Below are the records; give again exactly the line with "Build a gazetteer", the line with "Extract the structured", and each line that lies between them, and nothing besides.

○ ○ ○ ○ ○ ○ ○

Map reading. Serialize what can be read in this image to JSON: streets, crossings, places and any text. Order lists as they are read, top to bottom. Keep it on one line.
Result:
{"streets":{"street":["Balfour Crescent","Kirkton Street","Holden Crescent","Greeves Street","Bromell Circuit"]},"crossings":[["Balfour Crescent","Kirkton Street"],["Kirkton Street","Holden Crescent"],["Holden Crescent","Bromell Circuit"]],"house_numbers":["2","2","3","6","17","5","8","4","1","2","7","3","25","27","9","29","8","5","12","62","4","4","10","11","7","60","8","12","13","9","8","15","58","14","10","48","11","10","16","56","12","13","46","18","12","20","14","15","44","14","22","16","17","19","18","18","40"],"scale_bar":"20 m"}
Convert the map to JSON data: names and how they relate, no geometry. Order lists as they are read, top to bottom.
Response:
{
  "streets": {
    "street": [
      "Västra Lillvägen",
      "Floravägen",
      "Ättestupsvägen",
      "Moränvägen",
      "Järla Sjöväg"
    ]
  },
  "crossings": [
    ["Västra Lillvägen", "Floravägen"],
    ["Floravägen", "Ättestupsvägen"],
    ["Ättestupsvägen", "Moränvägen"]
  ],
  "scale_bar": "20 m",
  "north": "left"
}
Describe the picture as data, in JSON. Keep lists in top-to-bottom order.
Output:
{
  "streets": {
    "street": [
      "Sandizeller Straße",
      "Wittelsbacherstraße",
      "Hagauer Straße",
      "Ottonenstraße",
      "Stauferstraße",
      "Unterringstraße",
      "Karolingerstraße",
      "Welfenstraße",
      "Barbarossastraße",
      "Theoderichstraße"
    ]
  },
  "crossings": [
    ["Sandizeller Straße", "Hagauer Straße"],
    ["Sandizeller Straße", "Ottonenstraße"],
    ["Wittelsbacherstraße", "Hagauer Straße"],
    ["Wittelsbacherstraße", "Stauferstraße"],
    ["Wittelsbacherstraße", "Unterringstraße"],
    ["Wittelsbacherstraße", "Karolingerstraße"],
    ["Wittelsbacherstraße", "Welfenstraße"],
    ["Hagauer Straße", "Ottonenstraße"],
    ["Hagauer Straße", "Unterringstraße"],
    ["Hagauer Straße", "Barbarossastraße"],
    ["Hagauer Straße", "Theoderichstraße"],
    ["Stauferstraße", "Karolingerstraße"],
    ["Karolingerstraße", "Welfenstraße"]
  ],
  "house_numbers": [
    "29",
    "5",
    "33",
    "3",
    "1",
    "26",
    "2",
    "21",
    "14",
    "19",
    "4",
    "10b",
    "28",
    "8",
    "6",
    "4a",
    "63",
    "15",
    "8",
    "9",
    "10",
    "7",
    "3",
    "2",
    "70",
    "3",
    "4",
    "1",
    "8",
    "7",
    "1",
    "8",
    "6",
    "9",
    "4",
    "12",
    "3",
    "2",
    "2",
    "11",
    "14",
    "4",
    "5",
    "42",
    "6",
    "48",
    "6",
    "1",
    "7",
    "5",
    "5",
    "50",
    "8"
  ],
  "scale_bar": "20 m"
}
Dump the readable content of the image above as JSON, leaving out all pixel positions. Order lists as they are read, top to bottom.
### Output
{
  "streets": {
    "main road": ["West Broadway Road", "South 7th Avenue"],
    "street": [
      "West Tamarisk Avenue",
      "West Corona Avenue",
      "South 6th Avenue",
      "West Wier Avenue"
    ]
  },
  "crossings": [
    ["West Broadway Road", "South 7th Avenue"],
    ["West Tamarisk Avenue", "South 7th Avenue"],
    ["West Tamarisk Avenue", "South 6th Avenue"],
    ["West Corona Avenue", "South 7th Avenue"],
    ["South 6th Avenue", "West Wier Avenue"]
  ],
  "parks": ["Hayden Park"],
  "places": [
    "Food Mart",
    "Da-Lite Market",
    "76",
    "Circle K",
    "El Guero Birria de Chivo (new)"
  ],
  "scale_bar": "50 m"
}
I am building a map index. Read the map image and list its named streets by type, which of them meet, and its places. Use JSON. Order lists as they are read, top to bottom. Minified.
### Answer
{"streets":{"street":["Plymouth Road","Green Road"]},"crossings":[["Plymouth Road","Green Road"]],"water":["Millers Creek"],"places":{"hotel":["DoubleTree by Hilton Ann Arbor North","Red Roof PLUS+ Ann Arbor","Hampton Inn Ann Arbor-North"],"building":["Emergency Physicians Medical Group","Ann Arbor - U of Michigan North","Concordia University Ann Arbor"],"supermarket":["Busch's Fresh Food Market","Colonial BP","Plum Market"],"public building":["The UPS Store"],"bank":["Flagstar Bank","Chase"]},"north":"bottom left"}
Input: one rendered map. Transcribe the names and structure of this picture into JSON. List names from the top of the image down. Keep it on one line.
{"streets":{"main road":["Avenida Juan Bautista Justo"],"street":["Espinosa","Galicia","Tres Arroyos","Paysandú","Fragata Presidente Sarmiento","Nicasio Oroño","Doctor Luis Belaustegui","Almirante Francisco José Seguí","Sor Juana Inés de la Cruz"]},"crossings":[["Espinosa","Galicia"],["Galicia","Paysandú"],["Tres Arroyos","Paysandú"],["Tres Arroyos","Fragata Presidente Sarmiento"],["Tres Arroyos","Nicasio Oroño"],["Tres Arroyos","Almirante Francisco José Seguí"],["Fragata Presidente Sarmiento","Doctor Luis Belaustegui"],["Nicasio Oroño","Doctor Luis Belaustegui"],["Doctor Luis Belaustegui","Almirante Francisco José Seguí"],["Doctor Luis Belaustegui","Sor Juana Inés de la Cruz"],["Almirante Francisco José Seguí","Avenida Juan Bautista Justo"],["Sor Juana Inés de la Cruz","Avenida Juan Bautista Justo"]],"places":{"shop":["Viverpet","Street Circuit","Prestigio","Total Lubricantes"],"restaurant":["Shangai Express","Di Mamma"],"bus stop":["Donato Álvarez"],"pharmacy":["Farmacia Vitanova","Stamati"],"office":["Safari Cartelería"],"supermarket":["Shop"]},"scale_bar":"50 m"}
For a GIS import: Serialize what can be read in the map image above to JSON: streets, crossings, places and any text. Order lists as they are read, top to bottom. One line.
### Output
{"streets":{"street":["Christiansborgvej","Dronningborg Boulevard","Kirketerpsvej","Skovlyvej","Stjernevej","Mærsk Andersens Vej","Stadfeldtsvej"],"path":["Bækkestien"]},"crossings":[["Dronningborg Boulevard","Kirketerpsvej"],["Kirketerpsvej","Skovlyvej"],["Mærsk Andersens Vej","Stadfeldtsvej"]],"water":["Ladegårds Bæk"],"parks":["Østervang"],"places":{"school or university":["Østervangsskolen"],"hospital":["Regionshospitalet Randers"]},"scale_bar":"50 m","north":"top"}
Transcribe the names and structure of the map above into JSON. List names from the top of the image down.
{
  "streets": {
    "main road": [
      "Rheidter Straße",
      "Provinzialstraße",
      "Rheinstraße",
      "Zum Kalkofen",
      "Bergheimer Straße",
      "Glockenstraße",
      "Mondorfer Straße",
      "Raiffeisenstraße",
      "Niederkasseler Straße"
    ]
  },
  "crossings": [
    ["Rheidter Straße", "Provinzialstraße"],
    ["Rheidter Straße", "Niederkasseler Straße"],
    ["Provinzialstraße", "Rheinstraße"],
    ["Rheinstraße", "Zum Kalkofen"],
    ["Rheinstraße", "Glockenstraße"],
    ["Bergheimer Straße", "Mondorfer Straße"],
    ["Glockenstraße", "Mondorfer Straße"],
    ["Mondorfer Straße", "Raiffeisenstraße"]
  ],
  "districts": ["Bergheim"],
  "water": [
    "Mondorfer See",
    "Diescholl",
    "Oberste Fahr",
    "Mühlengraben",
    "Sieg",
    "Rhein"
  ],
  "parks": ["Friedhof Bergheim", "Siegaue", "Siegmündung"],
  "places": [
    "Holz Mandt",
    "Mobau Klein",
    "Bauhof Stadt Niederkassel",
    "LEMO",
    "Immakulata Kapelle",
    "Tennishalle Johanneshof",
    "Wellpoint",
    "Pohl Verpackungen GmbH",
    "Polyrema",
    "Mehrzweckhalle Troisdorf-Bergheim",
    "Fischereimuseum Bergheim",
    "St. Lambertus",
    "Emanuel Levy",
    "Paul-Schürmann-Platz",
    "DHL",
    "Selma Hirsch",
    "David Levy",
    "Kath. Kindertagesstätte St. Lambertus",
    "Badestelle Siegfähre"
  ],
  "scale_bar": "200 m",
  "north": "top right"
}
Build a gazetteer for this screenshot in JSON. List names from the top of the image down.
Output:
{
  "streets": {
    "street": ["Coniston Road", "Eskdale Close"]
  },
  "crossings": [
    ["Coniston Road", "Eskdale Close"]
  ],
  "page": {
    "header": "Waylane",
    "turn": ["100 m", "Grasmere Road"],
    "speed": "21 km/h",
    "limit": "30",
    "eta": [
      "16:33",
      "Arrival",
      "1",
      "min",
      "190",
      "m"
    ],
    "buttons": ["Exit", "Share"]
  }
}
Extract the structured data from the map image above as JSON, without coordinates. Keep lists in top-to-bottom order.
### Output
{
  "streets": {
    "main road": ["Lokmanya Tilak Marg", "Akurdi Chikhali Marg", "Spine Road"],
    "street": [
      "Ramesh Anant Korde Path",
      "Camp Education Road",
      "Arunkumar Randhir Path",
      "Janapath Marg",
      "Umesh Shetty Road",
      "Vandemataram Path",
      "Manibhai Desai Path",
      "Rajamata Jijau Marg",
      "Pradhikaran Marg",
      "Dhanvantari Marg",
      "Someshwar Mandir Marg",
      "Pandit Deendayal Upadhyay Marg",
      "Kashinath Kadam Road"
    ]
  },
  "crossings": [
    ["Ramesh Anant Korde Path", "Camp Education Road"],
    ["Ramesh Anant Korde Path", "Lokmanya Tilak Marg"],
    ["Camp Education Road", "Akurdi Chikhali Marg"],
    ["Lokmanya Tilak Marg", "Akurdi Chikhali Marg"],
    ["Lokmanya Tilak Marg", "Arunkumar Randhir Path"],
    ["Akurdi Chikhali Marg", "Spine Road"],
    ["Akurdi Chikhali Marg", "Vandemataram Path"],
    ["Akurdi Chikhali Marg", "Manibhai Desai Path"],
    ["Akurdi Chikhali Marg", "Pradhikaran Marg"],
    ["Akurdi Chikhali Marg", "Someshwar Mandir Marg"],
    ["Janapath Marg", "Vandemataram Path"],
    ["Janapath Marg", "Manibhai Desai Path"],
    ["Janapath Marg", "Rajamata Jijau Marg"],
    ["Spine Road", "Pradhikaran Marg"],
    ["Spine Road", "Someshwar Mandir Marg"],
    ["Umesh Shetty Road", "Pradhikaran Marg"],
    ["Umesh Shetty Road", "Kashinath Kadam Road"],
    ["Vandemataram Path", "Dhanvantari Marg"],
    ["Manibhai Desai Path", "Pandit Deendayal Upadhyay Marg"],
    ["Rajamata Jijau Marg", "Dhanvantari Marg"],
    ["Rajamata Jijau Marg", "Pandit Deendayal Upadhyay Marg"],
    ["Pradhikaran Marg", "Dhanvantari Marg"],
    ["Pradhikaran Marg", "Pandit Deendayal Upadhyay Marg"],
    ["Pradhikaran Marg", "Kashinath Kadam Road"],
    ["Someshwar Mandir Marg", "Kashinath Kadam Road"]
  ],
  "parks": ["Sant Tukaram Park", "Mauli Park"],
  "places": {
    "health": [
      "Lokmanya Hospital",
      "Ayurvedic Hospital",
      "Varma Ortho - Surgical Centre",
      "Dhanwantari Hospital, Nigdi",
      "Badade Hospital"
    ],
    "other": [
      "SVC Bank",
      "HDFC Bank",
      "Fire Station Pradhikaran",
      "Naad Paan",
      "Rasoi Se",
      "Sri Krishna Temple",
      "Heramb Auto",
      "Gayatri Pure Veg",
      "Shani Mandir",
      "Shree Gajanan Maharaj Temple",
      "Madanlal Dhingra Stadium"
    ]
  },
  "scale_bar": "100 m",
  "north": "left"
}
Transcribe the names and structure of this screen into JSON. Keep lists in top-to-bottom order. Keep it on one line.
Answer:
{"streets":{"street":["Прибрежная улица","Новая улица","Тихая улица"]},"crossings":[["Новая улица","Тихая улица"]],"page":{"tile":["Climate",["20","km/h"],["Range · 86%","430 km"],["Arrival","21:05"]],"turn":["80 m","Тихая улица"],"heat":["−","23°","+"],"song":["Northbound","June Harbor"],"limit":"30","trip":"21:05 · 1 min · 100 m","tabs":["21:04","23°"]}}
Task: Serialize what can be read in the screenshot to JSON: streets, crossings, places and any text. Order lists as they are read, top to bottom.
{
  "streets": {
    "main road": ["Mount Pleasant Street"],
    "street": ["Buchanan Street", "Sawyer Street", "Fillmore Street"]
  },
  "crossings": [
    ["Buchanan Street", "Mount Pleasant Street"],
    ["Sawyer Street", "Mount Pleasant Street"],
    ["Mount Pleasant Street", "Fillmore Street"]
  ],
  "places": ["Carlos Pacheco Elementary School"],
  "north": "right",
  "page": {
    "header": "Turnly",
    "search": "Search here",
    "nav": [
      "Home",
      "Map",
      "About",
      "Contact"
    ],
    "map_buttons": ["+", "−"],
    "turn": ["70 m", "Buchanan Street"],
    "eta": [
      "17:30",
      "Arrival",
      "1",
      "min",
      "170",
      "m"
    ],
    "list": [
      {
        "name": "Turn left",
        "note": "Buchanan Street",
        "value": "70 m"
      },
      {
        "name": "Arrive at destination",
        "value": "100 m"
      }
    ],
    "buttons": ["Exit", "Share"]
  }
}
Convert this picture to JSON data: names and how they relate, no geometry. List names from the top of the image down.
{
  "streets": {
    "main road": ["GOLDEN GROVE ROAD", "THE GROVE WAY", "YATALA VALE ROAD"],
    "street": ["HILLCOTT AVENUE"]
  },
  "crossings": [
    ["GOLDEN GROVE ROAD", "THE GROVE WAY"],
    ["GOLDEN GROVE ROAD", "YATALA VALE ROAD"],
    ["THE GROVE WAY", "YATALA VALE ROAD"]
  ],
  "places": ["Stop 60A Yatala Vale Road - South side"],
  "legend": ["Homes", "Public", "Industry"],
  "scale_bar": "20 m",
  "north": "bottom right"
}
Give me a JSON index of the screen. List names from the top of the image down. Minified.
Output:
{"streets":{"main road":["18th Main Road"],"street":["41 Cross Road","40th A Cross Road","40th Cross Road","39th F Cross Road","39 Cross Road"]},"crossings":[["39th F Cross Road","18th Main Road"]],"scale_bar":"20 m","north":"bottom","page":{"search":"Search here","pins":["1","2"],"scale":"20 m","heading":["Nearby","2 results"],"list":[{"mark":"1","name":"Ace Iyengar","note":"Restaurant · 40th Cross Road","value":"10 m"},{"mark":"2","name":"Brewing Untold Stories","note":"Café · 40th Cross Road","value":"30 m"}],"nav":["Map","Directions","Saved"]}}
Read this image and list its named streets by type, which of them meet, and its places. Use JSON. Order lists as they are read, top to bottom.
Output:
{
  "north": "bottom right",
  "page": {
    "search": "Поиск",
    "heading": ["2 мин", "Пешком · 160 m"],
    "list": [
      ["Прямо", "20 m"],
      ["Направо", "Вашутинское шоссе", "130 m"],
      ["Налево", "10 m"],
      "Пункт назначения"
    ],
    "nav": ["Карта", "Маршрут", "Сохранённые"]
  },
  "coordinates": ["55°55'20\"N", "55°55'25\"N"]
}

○ ○ ○ ○ ○ ○ ○

### Reply to the task
Build a gazetteer for this screenshot in JSON. List names from the top of the image down.
Output:
{
  "streets": {
    "street": ["Coniston Road", "Eskdale Close"]
  },
  "crossings": [
    ["Coniston Road", "Eskdale Close"]
  ],
  "page": {
    "header": "Waylane",
    "turn": ["100 m", "Grasmere Road"],
    "speed": "21 km/h",
    "limit": "30",
    "eta": [
      "16:33",
      "Arrival",
      "1",
      "min",
      "190",
      "m"
    ],
    "buttons": ["Exit", "Share"]
  }
}
Extract the structured data from the map image above as JSON, without coordinates. Keep lists in top-to-bottom order.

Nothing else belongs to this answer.